▸ **DATA EXTRACT**:
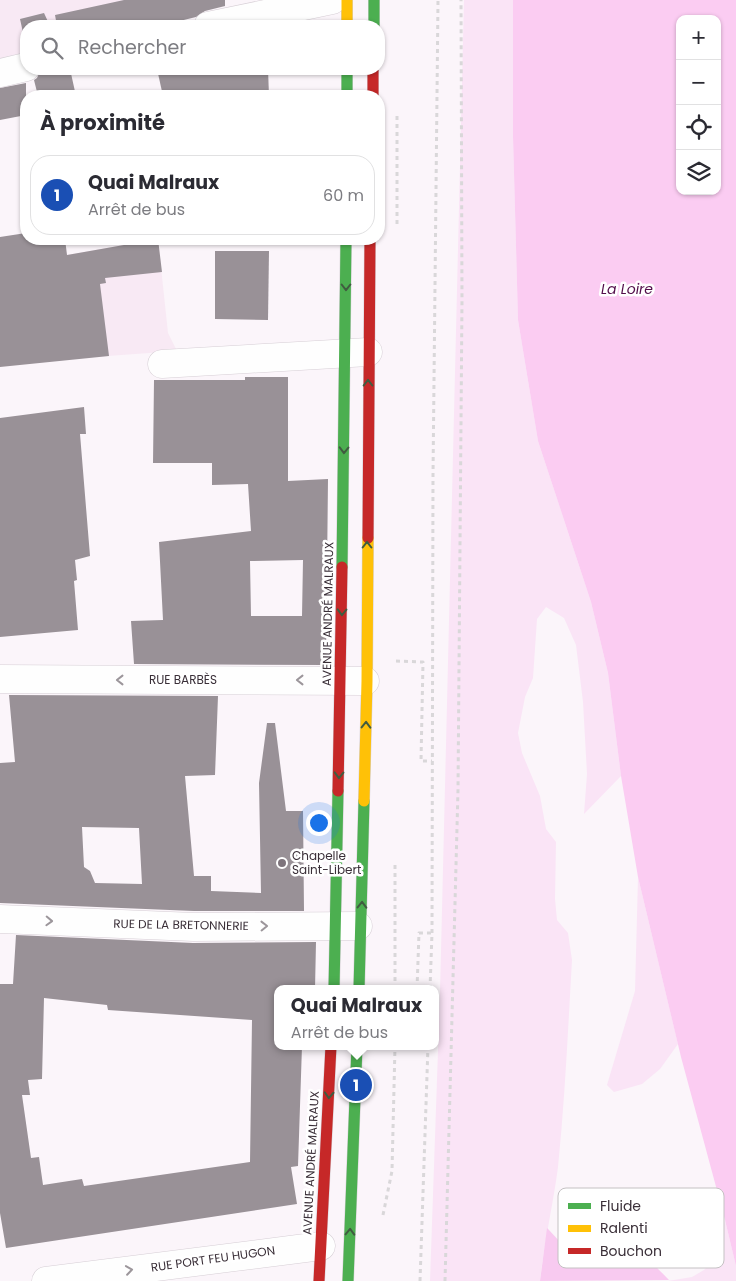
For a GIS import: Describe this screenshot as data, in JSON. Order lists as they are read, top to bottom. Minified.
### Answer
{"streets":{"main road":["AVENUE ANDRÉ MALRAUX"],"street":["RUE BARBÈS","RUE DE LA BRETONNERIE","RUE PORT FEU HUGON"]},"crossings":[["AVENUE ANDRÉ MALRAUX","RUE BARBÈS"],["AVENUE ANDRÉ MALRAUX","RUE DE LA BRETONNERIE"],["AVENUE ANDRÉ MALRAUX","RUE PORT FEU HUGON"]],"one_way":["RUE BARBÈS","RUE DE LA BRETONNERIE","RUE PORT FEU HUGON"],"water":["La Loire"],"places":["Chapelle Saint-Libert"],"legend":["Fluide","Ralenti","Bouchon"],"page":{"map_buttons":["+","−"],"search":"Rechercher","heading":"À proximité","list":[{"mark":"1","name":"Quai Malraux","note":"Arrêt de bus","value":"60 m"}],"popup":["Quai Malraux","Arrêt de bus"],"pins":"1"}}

▸ **WORK ORDER**: Transcribe each line above verbatim, with the pictures left out.

▸ **COMPLETED TASK**:
For a GIS import: Describe this screenshot as data, in JSON. Order lists as they are read, top to bottom. Minified.
### Answer
{"streets":{"main road":["AVENUE ANDRÉ MALRAUX"],"street":["RUE BARBÈS","RUE DE LA BRETONNERIE","RUE PORT FEU HUGON"]},"crossings":[["AVENUE ANDRÉ MALRAUX","RUE BARBÈS"],["AVENUE ANDRÉ MALRAUX","RUE DE LA BRETONNERIE"],["AVENUE ANDRÉ MALRAUX","RUE PORT FEU HUGON"]],"one_way":["RUE BARBÈS","RUE DE LA BRETONNERIE","RUE PORT FEU HUGON"],"water":["La Loire"],"places":["Chapelle Saint-Libert"],"legend":["Fluide","Ralenti","Bouchon"],"page":{"map_buttons":["+","−"],"search":"Rechercher","heading":"À proximité","list":[{"mark":"1","name":"Quai Malraux","note":"Arrêt de bus","value":"60 m"}],"popup":["Quai Malraux","Arrêt de bus"],"pins":"1"}}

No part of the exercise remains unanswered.